SCREENING OF PROTON PUMP INHIBITOR ANTAGONIST FOR HUMAN FOLATE TRANSPORTER

Folate transport is crucial for proper proliferation of cells. Amongst humans, the folate is procured from external sources since it is not synthesized in the human body. Hence specific transporters are involved in uptake of folate. For the malignant cancerous cells, these folate are crucially required on very frequent rate to fulfil the rapid proliferation of the cancerous cells. In the present study, we have comparatively studied three antagonist drug molecules which could be a potential candidate to inhibit the folate uptake by the human Proton Coupled folate transporter (hPCFT).
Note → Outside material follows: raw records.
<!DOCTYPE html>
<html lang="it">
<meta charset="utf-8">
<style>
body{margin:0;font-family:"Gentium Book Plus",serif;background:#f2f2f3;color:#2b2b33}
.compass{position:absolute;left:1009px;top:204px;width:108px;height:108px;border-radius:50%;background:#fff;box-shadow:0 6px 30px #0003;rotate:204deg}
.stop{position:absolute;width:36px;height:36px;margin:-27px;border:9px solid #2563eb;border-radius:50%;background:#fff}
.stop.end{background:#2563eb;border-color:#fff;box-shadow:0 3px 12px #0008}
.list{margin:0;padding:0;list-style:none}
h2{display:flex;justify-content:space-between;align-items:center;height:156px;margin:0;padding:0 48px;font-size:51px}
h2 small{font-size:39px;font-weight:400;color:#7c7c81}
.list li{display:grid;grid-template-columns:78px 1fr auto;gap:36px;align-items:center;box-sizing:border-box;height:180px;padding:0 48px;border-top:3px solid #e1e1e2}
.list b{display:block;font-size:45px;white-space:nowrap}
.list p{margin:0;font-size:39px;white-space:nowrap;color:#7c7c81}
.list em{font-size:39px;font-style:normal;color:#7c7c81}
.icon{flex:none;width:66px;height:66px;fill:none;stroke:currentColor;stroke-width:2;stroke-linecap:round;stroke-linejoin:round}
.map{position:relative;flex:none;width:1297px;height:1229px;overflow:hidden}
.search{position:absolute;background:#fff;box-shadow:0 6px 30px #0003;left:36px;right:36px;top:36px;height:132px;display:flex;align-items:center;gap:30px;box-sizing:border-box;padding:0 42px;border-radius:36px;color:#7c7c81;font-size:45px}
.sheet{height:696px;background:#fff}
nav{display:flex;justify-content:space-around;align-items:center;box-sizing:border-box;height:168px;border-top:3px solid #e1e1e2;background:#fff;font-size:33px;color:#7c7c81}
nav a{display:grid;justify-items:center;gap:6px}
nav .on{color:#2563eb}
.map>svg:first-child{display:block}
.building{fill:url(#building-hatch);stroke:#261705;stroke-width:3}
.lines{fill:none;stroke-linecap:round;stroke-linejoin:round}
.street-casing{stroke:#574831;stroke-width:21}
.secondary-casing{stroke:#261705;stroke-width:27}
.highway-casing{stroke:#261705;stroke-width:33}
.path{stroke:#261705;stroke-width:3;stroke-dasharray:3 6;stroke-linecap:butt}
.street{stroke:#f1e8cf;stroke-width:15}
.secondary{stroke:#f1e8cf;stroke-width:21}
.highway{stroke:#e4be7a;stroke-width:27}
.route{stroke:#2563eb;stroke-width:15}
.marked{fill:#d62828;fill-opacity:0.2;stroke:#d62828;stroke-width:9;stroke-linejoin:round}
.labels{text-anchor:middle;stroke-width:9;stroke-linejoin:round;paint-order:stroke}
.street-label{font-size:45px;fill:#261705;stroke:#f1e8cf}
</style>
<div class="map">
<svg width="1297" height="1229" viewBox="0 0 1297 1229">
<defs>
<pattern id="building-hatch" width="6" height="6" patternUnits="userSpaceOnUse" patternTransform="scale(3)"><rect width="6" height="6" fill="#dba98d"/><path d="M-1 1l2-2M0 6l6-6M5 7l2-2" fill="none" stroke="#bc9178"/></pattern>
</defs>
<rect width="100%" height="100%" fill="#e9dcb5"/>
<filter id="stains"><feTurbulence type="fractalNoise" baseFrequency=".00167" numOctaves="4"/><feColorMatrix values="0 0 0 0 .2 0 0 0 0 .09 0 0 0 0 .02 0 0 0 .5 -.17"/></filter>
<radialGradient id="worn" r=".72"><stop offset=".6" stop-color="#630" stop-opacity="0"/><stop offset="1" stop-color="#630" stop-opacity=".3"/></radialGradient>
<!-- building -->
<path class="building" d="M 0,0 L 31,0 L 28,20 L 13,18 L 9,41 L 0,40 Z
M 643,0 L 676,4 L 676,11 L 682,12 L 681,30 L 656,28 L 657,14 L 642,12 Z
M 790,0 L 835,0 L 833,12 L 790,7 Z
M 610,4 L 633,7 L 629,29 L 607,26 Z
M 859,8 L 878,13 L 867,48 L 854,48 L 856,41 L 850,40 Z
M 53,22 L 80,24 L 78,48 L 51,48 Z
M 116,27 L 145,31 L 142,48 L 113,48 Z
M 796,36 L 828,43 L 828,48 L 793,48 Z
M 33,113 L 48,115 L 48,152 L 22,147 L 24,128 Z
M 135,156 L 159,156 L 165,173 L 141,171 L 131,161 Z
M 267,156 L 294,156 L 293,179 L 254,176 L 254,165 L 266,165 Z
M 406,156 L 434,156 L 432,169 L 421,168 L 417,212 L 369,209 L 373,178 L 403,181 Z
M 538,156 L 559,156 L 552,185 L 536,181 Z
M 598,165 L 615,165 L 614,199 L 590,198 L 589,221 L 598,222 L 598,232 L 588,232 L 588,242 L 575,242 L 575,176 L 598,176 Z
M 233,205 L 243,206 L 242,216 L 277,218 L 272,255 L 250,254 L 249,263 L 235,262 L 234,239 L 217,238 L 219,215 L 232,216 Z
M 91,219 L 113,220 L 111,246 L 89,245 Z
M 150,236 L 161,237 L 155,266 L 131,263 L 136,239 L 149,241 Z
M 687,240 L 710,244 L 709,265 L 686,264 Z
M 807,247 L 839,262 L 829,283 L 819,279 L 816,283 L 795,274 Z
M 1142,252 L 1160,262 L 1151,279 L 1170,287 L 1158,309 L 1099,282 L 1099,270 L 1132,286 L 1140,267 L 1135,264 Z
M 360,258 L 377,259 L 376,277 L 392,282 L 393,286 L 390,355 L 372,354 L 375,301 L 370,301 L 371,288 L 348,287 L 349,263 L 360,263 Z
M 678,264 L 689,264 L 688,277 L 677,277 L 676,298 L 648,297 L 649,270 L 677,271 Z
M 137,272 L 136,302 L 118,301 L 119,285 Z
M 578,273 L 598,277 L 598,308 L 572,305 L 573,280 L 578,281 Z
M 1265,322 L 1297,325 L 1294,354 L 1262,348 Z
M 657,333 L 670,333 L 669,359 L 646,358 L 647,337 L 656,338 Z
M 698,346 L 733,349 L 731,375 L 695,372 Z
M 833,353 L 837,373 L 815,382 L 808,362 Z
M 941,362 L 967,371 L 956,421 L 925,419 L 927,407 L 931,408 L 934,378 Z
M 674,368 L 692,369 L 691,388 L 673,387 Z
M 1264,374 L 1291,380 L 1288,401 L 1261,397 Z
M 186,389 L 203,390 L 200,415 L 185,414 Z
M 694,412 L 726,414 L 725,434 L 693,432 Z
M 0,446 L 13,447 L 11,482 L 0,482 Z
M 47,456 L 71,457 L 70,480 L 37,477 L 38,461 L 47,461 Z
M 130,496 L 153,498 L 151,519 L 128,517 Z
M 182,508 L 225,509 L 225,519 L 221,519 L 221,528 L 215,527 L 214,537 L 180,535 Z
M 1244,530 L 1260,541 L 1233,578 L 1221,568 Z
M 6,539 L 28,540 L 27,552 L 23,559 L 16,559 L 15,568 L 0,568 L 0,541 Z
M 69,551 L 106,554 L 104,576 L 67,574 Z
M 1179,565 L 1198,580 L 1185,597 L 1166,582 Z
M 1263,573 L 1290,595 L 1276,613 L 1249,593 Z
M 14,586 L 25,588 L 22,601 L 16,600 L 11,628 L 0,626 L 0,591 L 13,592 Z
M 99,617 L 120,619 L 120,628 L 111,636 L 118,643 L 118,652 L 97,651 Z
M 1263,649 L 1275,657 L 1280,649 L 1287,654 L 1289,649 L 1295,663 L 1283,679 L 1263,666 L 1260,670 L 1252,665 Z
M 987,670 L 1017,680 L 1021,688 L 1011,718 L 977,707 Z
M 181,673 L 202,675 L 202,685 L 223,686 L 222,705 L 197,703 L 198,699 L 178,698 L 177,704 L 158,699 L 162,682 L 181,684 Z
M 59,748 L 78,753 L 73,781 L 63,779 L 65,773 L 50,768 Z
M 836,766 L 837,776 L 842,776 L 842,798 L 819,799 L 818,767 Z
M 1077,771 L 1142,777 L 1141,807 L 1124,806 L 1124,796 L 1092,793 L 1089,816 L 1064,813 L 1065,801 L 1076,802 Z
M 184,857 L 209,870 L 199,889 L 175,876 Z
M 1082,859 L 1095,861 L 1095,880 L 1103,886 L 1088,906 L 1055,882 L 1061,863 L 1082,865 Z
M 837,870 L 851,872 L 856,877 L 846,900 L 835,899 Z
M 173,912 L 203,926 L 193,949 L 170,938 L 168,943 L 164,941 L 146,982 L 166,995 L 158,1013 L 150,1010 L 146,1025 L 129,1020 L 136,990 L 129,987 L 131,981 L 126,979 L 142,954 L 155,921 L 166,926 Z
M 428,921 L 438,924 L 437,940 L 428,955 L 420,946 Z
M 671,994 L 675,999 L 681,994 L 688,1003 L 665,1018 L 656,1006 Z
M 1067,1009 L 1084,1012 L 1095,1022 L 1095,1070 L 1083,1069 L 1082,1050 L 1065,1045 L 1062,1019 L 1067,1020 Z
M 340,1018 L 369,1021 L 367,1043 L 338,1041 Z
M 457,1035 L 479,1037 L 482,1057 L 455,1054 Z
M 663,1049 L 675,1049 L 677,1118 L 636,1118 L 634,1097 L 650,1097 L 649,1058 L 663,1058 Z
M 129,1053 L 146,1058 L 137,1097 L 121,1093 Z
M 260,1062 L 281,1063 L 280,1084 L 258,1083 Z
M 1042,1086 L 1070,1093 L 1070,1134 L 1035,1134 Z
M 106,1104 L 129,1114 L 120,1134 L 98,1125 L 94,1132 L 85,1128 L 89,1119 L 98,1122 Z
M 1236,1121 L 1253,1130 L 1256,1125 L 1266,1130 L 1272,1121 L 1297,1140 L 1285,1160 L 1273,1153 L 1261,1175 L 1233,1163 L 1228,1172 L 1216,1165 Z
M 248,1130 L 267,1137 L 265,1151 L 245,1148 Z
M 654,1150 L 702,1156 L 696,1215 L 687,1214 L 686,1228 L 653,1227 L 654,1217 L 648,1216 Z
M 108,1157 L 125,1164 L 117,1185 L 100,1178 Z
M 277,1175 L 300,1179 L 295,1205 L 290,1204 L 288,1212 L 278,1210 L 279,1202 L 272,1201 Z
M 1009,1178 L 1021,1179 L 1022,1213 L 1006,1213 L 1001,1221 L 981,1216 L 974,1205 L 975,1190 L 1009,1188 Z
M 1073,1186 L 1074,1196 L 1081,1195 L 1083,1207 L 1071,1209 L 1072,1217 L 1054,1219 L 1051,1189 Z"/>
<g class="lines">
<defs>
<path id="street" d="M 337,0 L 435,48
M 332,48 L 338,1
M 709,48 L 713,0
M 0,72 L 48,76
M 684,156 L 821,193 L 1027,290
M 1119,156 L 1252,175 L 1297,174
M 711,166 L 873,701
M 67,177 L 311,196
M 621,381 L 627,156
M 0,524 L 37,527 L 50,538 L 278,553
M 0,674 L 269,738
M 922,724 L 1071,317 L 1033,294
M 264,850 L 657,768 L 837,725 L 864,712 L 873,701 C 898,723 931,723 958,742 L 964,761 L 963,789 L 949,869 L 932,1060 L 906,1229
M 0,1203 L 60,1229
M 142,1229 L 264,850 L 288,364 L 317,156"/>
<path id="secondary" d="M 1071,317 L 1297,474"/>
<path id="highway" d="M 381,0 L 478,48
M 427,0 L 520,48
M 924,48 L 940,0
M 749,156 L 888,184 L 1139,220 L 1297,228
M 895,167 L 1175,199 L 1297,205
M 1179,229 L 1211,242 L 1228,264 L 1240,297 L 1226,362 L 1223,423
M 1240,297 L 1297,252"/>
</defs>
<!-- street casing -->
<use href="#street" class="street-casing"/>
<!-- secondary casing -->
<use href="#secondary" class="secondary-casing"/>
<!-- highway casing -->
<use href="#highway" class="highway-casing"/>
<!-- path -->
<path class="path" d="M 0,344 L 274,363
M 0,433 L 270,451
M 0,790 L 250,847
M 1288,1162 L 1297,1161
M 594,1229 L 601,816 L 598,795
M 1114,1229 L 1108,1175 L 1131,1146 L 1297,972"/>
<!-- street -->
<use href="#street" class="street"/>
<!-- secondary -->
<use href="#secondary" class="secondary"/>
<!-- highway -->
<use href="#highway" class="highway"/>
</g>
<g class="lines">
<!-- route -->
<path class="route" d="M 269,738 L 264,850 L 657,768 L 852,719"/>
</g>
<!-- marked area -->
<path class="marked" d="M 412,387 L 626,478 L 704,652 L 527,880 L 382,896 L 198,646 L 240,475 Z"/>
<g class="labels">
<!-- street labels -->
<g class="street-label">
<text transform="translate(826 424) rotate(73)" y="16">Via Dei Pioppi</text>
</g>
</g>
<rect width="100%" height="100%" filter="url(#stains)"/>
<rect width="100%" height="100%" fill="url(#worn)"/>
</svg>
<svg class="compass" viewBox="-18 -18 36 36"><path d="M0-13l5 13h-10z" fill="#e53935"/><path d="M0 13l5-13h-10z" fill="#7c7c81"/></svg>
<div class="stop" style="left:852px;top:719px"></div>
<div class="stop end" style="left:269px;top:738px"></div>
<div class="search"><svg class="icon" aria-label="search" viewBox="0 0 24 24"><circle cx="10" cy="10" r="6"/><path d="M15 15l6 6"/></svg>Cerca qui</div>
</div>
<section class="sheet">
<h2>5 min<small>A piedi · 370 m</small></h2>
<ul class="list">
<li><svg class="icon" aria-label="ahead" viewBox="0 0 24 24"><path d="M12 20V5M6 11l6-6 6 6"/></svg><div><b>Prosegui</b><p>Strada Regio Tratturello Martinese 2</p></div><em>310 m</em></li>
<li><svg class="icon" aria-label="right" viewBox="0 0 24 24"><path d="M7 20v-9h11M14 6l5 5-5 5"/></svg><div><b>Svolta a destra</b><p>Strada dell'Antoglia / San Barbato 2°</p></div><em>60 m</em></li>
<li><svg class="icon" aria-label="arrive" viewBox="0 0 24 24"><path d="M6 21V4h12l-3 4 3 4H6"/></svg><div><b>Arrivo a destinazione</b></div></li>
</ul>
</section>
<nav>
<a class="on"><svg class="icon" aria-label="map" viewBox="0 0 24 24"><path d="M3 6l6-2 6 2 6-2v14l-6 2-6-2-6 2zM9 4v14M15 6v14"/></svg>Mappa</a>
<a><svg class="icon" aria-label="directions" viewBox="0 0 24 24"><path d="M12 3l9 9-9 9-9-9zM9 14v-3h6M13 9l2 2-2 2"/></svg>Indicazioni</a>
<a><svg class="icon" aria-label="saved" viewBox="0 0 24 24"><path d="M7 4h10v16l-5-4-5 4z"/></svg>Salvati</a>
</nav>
These candidate antagonist include Pemetrexed, 2-[(4-Aminobenzoyl)amino] pentanedioate-pABA-Glu and Methotrexate. Out of these three antagonist drug, the Pemetrexed molecule was observed to specifically bind to the key active site loop (G155XXG158) of the hPCFT transporter. The Binding energy of the Pemetrexed was also comparatively lowest (-7.6 kcal/mol). Hence from the present study we conclude that the Pemetrexed antagonist drug is more e fficient to inhibit folate transport as compared to the 2-[(4-Aminobenzoyl)amino]pentanedioate-pABA-Glu and Methotrexate antagonist drug molecules.